Seven years later, November 10, 1873, in a letter to his diocesan, Bishop Smith, who was also presiding bishop, be announced his intention of leaving the communion, and transferring his work and office to another sphere. The condition which led him to take this radical step was the effort of the extreme Anglo- Catholic element in the church to symbolize their doctrines in worship by a return to preReformation usages.
He was formally deposed from his office and ministry, June 24, 1874. In the meantime, however, a meeting of clergymen and laymen was held in New York, December 2, 1873, at which the Reformed Episcopal Church was inaugurated, Bishop Cummins being elected presiding officer and Rev. C. E. Cheney elected bishop, and later consecrated by Bishop Cummins.
The brief remainder of his life was spent in the service of the new church, his death occurring at his home in Lutherville, Maryland, less than two years later.
In addition to a Life of Mrs. Virginia Hale Hoffman (1859), he published several sermons.
Achievements
Ordained a priest in 1847, George became a distinguished preacher and served several important parishes in the eastern United States and in Chicago.
Consecrated an assistant bishop of Kentucky in 1866, he was one of the younger leaders of the evangelicals and soon found himself in the midst of the controversy over ritual, which reached its peak in the Episcopal church in the years following the American Civil War. Those who despaired of the future of evangelicalism within the church appealed to him as early as 1869, seeking to persuade him to begin organizing a new body. At first reluctant to make a break, he organized the Reformed Episcopal Church in December 1873 in New York City and became its first presiding bishop.
(Originally published in 1878. This volume from the Cornel...)
Religion
Both by temperament and early training he himself was an ardent evangelical. In every way possible he opposed the practises of the Ritualists “as subversive of the truth ‘as it is in Jesus’ and as it was maintained and defended by the Reformers of the sixteenth century. ” At first he thought the error could be checked, and combated any suggestion that the evangelicals leave the church, declaring in 1869 that “to go out of her communion because there is treachery within is to lower the flag and surrender the citadel to her enemies”. Finally he lost all hope that the evil would be eradicated by any action of the authorities of the church, and became convinced that by officiating in Ritualistic churches, he was sanctioning and indorsing dangerous errors.
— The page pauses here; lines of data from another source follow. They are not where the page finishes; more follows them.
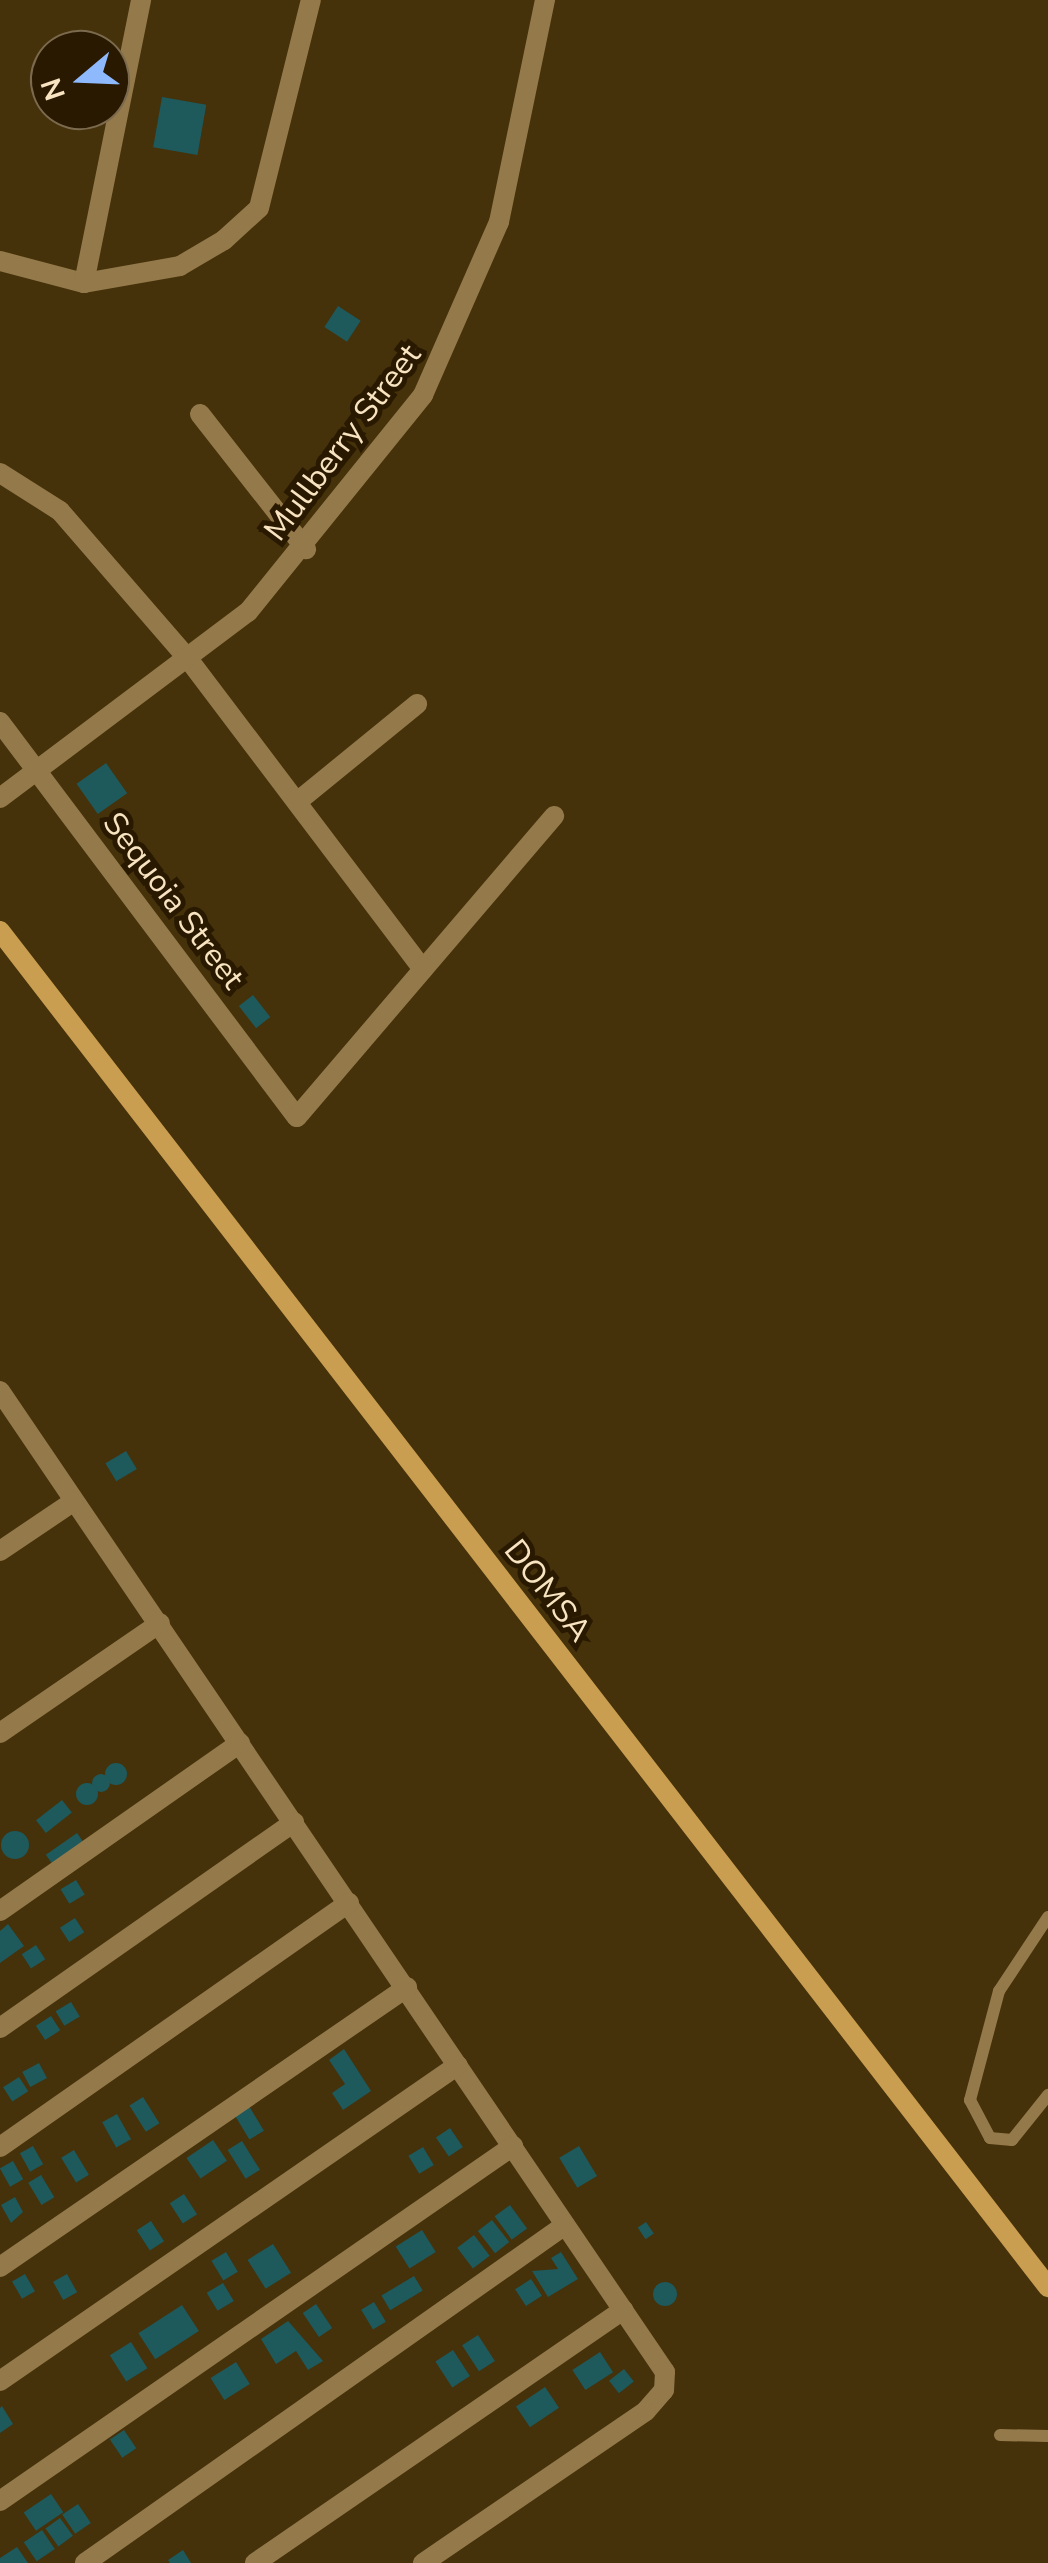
<!DOCTYPE html>
<html>
<head>
<meta charset="utf-8">
<style>
	body { margin:0 }
	#map { position:relative; width:1048px; height:2563px; overflow:hidden; background:#45310a; font-family:"Nunito Sans",sans-serif }
	div>[style] { position:absolute }
	.building>* { inset:0; background:#1e595c; transform-origin:0 0 }
	.round { border-radius:50% }
	.lane>* { height:12px; margin:-6px; padding:0 6px; transform-origin:6px; border-radius:6px; background:#94794a }
	.street>* { height:20px; margin:-10px; padding:0 10px; transform-origin:10px; border-radius:10px; background:#94794a }
	.secondary>* { height:20px; margin:-10px; padding:0 10px; transform-origin:10px; border-radius:10px; background:#ca9e50 }
	span { translate:-50% -50%; white-space:nowrap; text-align:center; line-height:1.15; -webkit-text-stroke:10px #291900; paint-order:stroke }
	.street-label { font-size:32px; color:#f9e4c2 }
	.north { position:absolute; left:30px; top:30px; width:100px; height:100px; box-sizing:border-box; background:#291900; border:2px solid #7c6a4e; border-radius:50%; rotate:251deg; font-size:28px; font-weight:700; line-height:40px; text-align:center; color:#f9e4c2 }
	.north::after { content:''; display:block; margin:auto; width:35px; height:45px; background:#8eb9fd; clip-path:polygon(50% 0,100% 100%,50% 72%,0 100%) }
</style>
</head>
<body>
<div id="map">
	<div class="building">
		<i style="left:162px;top:97px;width:45px;height:51px;rotate:10deg"></i>
		<i style="left:338px;top:306px;width:27px;height:25px;rotate:33deg"></i>
		<i style="left:106px;top:763px;width:37px;height:36px;rotate:55deg"></i>
		<i style="left:253px;top:995px;width:28px;height:18px;rotate:52deg"></i>
		<i style="left:126px;top:1451px;width:21px;height:24px;rotate:59deg"></i>
		<i class="round" style="left:105px;top:1763px;width:22px;height:22px"></i>
		<i class="round" style="left:92px;top:1774px;width:18px;height:18px"></i>
		<i class="round" style="left:76px;top:1783px;width:22px;height:22px"></i>
		<i style="left:62px;top:1800px;width:16px;height:33px;rotate:52deg"></i>
		<i class="round" style="left:1px;top:1831px;width:28px;height:28px"></i>
		<i style="left:77px;top:1833px;width:16px;height:38px;rotate:55deg"></i>
		<i style="left:76px;top:1880px;width:17px;height:18px;rotate:59deg"></i>
		<i style="left:75px;top:1918px;width:17px;height:18px;rotate:57deg"></i>
		<i style="clip-path:polygon(8px 1924px,24px 1946px,0 1963px,0 1931px)"></i>
		<i style="left:36px;top:1945px;width:17px;height:17px;rotate:57deg"></i>
		<i style="left:71px;top:2002px;width:17px;height:18px;rotate:59deg"></i>
		<i style="left:51px;top:2016px;width:17px;height:18px;rotate:57deg"></i>
		<i style="clip-path:polygon(344px 2049px,371px 2091px,343px 2110px,332px 2093px,345px 2084px,329px 2060px)"></i>
		<i style="left:39px;top:2063px;width:17px;height:19px;rotate:62deg"></i>
		<i style="left:19px;top:2077px;width:17px;height:19px;rotate:57deg"></i>
		<i style="left:143px;top:2097px;width:31px;height:16px;rotate:58deg"></i>
		<i style="left:249px;top:2106px;width:29px;height:17px;rotate:59deg"></i>
		<i style="left:117px;top:2114px;width:29px;height:17px;rotate:61deg"></i>
		<i style="left:450px;top:2128px;width:23px;height:17px;rotate:56deg"></i>
		<i style="left:213px;top:2140px;width:25px;height:32px;rotate:56deg"></i>
		<i style="left:242px;top:2141px;width:34px;height:17px;rotate:58deg"></i>
		<i style="left:33px;top:2146px;width:21px;height:15px;rotate:61deg"></i>
		<i style="left:579px;top:2146px;width:35px;height:23px;rotate:59deg"></i>
		<i style="left:423px;top:2147px;width:21px;height:17px;rotate:59deg"></i>
		<i style="left:74px;top:2150px;width:29px;height:15px;rotate:59deg"></i>
		<i style="left:13px;top:2161px;width:21px;height:15px;rotate:61deg"></i>
		<i style="left:41px;top:2175px;width:26px;height:15px;rotate:59deg"></i>
		<i style="left:184px;top:2194px;width:24px;height:17px;rotate:57deg"></i>
		<i style="clip-path:polygon(15px 2197px,23px 2212px,11px 2223px,1px 2205px)"></i>
		<i style="left:510px;top:2205px;width:29px;height:19px;rotate:54deg"></i>
		<i style="left:492px;top:2220px;width:28px;height:18px;rotate:52deg"></i>
		<i style="left:151px;top:2221px;width:24px;height:17px;rotate:57deg"></i>
		<i style="left:646px;top:2222px;width:14px;height:10px;rotate:56deg"></i>
		<i style="left:422px;top:2230px;width:26px;height:31px;rotate:58deg"></i>
		<i style="left:474px;top:2235px;width:26px;height:21px;rotate:53deg"></i>
		<i style="left:273px;top:2244px;width:34px;height:30px;rotate:58deg"></i>
		<i style="left:226px;top:2252px;width:23px;height:17px;rotate:59deg"></i>
		<i style="clip-path:polygon(561px 2252px,578px 2279px,548px 2297px,532px 2271px,558px 2269px,551px 2258px)"></i>
		<i style="left:25px;top:2274px;width:20px;height:15px;rotate:60deg"></i>
		<i style="left:67px;top:2274px;width:21px;height:16px;rotate:61deg"></i>
		<i style="left:414px;top:2276px;width:17px;height:38px;rotate:59deg"></i>
		<i style="left:531px;top:2279px;width:20px;height:19px;rotate:57deg"></i>
		<i class="round" style="left:653px;top:2282px;width:24px;height:24px"></i>
		<i style="left:223px;top:2283px;width:21px;height:19px;rotate:59deg"></i>
		<i style="left:374px;top:2302px;width:23px;height:15px;rotate:59deg"></i>
		<i style="left:316px;top:2304px;width:29px;height:16px;rotate:56deg"></i>
		<i style="left:182px;top:2305px;width:31px;height:52px;rotate:57deg"></i>
		<i style="clip-path:polygon(288px 2321px,323px 2361px,308px 2370px,296px 2351px,276px 2364px,261px 2339px)"></i>
		<i style="left:478px;top:2335px;width:31px;height:19px;rotate:57deg"></i>
		<i style="left:131px;top:2342px;width:31px;height:25px;rotate:58deg"></i>
		<i style="left:453px;top:2350px;width:31px;height:21px;rotate:57deg"></i>
		<i style="left:600px;top:2352px;width:24px;height:33px;rotate:57deg"></i>
		<i style="left:236px;top:2362px;width:26px;height:30px;rotate:58deg"></i>
		<i style="left:624px;top:2369px;width:16px;height:19px;rotate:52deg"></i>
		<i style="left:545px;top:2387px;width:25px;height:35px;rotate:56deg"></i>
		<i style="clip-path:polygon(2px 2406px,13px 2424px,0 2433px,0 2408px)"></i>
		<i style="left:124px;top:2430px;width:22px;height:17px;rotate:56deg"></i>
		<i style="left:51px;top:2494px;width:22px;height:33px;rotate:56deg"></i>
		<i style="left:78px;top:2504px;width:23px;height:19px;rotate:56deg"></i>
		<i style="left:60px;top:2518px;width:22px;height:18px;rotate:54deg"></i>
		<i style="left:42px;top:2530px;width:23px;height:22px;rotate:56deg"></i>
		<i style="clip-path:polygon(17px 2547px,28px 2563px,0 2563px,0 2558px)"></i>
		<i style="clip-path:polygon(183px 2550px,191px 2563px,170px 2563px,168px 2560px)"></i>
	</div>
	<div class="lane">
		<i style="left:1048px;top:1917px;width:89px;rotate:123.5deg"></i>
		<i style="left:999px;top:1991px;width:113px;rotate:104.9deg"></i>
		<i style="left:970px;top:2100px;width:43px;rotate:62.2deg"></i>
		<i style="left:990px;top:2138px;width:22px;rotate:5deg"></i>
		<i style="left:1012px;top:2140px;width:58px;rotate:-51.3deg"></i>
		<i style="left:1000px;top:2435px;width:48px;rotate:1.2deg"></i>
	</div>
	<div class="street">
		<i style="left:0;top:261px;width:87px;rotate:14.7deg"></i>
		<i style="left:84px;top:283px;width:97px;rotate:-10deg"></i>
		<i style="left:180px;top:266px;width:51px;rotate:-30.6deg"></i>
		<i style="left:224px;top:240px;width:47px;rotate:-42.4deg"></i>
		<i style="left:259px;top:208px;width:214px;rotate:-76deg"></i>
		<i style="left:84px;top:283px;width:289px;rotate:-78.6deg"></i>
		<i style="left:200px;top:414px;width:172px;rotate:51.9deg"></i>
		<i style="left:0;top:473px;width:71px;rotate:32.3deg"></i>
		<i style="left:60px;top:511px;width:197px;rotate:49.1deg"></i>
		<i style="left:189px;top:660px;width:388px;rotate:52.9deg"></i>
		<i style="left:0;top:722px;width:494px;rotate:53.1deg"></i>
		<i style="left:297px;top:1117px;width:396px;rotate:-49.5deg"></i>
		<i style="left:0;top:798px;width:310px;rotate:-36.9deg"></i>
		<i style="left:248px;top:612px;width:279px;rotate:-51.1deg"></i>
		<i style="left:423px;top:395px;width:189px;rotate:-66.3deg"></i>
		<i style="left:499px;top:222px;width:227px;rotate:-78.3deg"></i>
		<i style="left:297px;top:802px;width:155px;rotate:-39.2deg"></i>
		<i style="left:0;top:1391px;width:1185px;rotate:55.87deg"></i>
		<i style="left:665px;top:2372px;width:18px;rotate:93deg"></i>
		<i style="left:664px;top:2390px;width:28px;rotate:131deg"></i>
		<i style="left:646px;top:2411px;width:270px;rotate:145.7deg"></i>
		<i style="left:0;top:1551px;width:89px;rotate:-34deg"></i>
		<i style="left:0;top:1733px;width:194px;rotate:-34.5deg"></i>
		<i style="left:0;top:1911px;width:293px;rotate:-35deg"></i>
		<i style="left:0;top:2028px;width:359px;rotate:-35deg"></i>
		<i style="left:0;top:2147px;width:426px;rotate:-35deg"></i>
		<i style="left:0;top:2267px;width:494px;rotate:-34.5deg"></i>
		<i style="left:0;top:2381px;width:556px;rotate:-34.6deg"></i>
		<i style="left:0;top:2501px;width:624px;rotate:-34.68deg"></i>
		<i style="left:85px;top:2563px;width:587px;rotate:-35.15deg"></i>
		<i style="left:255px;top:2563px;width:447px;rotate:-34.5deg"></i>
	</div>
	<div class="secondary">
		<i style="left:0;top:931px;width:1714px;rotate:52.3deg"></i>
	</div>
	<div class="street-label">
		<span style="left:343px;top:443px;rotate:-53deg">Mullberry Street</span>
		<span style="left:173px;top:901px;rotate:53deg">Sequoia Street</span>
		<span style="left:547px;top:1591px;rotate:52deg">DOMSA</span>
	</div>
	<div class="north">N</div>
</div>
</body>
</html>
These feelings together with the criticisms he brought upon himself by participating in a communion service in the Fifth Avenue Presbyterian Church, October 12, 1873, during a meeting of the Evangelical Alliance, at length caused him to withdraw from the Episcopal Church.
Personality
His natural gifts, devotion to his work, and power as a preacher, led important churches to seek his services.
Connections
George was married to Alexandrine Macomb Balch, daughter of Hon. L. P. W. Balch of West Virginia.